Suite de Déluge, qui a vu la Terre inondée par de gigantesques poches d'eau souterraines ayant fait résurgence, Arche décrit le projet gouvernemental consistant à exiler un fragment de l'humanité vers un autre monde. C'est une aventure s'étalant sur plus d'un demi-siècle que Baxter propose dans ce volume, où les protagonistes du début s'effacent progressivement au profit de leurs enfants et de la génération suivante.

La destination est une planète distante d'une vingtaine d'années-lumière, autour d'une étoile relativement semblable au Soleil. Afin de ne pas perdre trop de temps dans le trajet à destination, le mode de propulsion choisi, dans une bulle de distorsion échappant à l'espace-temps, reste cependant hautement spéculatif, comme le reconnaît l'auteur en postface, ne serait-ce que pour embarquer l'accélérateur de particules destiné à modifier localement la constante cosmologique, lequel nécessite l'énergie d'une antimatière récoltée au large de Jupiter, car trop longue à fabriquer avec les moyens humains classiques.

En adepte des voyages spatiaux, l'auteur n'omet aucun détail d'une expédition dont on imagine sans peine la difficulté. La catastrophe planétaire devient, rétrospectivement, le seul impératif de survie suffisamment fort pour justifier cette entreprise hors normes et dans un temps réduit. Pour mieux convaincre le lecteur, Baxter présente quelques scènes sordides liées à la survie et aux bouleversements sociaux accompagnant la montée des eaux. C'est encore l'imminence du désastre, et la faible dangerosité en cas d'accident, qui autorise la reprise de projets remisés au placard, comme le vaisseau spatial Orion à propulsion nucléaire.

Les candidats choisis pour leur jeune âge, leurs grandes capacités intellectuelles, sont formés de manière à réussir cette expédition de plusieurs années. Dès le départ, des impératifs politiques, des modifications de programme, des désordres divers infléchissent le projet. Des passagers clandestins aux accidents engageant la survie du groupe, des conflits psychologiques à la schizophrénie individuelle, en passant par des modes de gouvernance successifs, de l'abandon de la destination initiale pour une autre en passant par le désir de rebrousser chemin, aucune piste narrative n'est négligée, Baxter s'amusant même à les traiter toutes en un seul ouvrage, comme il traita jadis dans Les Vaisseaux du temps de l'ensemble des thèmes liés au voyage temporel. C'est donc une compilation de toutes les situations qu'a engendré le thème de l'arche stellaire qui est présentée ici, en tenant compte des avancées scientifiques réalisées entre-temps.

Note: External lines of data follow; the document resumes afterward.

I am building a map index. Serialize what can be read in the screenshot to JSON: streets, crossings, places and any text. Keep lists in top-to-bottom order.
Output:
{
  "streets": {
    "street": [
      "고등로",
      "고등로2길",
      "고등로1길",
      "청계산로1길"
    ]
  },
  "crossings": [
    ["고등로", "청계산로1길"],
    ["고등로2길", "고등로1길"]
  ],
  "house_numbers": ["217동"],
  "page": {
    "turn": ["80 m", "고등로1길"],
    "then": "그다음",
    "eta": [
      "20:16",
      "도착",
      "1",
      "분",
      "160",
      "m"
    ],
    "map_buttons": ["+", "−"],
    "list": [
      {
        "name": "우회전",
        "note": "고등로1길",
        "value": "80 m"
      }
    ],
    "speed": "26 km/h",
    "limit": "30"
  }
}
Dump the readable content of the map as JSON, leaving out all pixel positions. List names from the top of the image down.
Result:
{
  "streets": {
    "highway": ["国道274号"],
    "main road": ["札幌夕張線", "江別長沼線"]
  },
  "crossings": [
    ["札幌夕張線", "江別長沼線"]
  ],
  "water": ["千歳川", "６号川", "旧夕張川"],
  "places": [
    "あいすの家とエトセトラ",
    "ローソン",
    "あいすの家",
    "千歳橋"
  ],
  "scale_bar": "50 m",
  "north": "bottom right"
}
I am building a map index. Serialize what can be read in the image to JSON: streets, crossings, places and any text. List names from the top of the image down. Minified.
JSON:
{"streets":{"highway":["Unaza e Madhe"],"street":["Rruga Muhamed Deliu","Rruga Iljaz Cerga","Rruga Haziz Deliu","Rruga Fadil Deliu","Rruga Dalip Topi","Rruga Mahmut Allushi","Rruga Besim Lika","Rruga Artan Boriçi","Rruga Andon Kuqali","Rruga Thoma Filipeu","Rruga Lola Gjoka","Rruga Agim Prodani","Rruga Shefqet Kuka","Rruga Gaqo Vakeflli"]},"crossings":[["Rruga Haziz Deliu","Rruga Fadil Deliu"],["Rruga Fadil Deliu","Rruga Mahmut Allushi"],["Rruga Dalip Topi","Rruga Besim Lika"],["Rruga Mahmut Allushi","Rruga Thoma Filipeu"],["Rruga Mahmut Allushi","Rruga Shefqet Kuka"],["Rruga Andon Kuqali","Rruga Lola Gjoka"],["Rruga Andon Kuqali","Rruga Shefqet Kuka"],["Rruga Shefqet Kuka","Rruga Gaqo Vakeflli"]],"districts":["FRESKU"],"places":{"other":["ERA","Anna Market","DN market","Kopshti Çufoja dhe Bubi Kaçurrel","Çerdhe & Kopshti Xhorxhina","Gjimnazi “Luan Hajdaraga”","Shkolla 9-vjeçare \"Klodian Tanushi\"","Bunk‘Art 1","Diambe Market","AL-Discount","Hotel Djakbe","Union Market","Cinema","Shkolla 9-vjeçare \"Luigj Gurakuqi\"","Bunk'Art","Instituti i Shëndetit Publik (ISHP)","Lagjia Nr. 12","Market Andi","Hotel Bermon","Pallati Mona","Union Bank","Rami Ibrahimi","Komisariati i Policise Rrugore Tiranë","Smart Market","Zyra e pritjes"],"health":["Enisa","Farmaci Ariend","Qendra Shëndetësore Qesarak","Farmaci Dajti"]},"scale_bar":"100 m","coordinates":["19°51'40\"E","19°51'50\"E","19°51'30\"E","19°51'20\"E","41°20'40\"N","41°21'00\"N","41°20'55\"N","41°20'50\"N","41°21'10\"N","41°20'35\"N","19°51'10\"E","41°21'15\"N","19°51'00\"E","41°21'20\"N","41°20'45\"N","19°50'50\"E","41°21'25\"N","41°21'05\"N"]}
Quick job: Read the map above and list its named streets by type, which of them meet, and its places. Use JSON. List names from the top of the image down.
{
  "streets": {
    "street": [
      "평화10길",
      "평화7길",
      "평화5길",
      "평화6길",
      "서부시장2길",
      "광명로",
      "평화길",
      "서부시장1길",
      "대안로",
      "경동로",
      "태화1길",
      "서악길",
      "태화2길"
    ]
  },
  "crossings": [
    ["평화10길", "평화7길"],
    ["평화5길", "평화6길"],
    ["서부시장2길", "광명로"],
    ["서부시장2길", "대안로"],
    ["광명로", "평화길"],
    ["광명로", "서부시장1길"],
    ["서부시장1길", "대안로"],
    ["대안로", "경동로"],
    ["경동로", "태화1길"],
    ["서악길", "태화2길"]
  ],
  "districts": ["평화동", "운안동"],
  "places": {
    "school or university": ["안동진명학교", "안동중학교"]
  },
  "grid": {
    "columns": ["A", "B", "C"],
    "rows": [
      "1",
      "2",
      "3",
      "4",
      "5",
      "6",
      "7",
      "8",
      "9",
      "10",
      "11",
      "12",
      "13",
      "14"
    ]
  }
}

L'exercice a l'avantage et l'inconvénient du pot-pourri, à savoir que ces thèmes familiers manquent d'originalité et qu'à peine esquissés, ils sont abandonnés pour le suivant. Si on suit les péripéties avec intérêt, l'intrigue s'éparpille malgré tout entre les multiples protagonistes et les théâtres des opérations. L'auteur a du mal, et on le comprend, à rassembler les fils des intrigues croisées en une seule trame cohérente, celle de la survie globale de l'humanité étant trop ravaudée pour être satisfaisante.

Un thème dominant finit tout de même par émerger, récurrent chez l'auteur, à savoir les possibilités de vie et leur évolution dans l'univers. D'abord contenu dans la seule tragédie de l'humanité, il se dégage insensiblement du spectacle des mondes croisés, épuisés plutôt que morts, et de l'absence de signaux intelligents. En fin de roman réapparaît donc le Stephen Baxter des vertigineuses spéculations ; mais peut-être avait-il lui aussi besoin d'accomplir ce long périple pour se retrouver.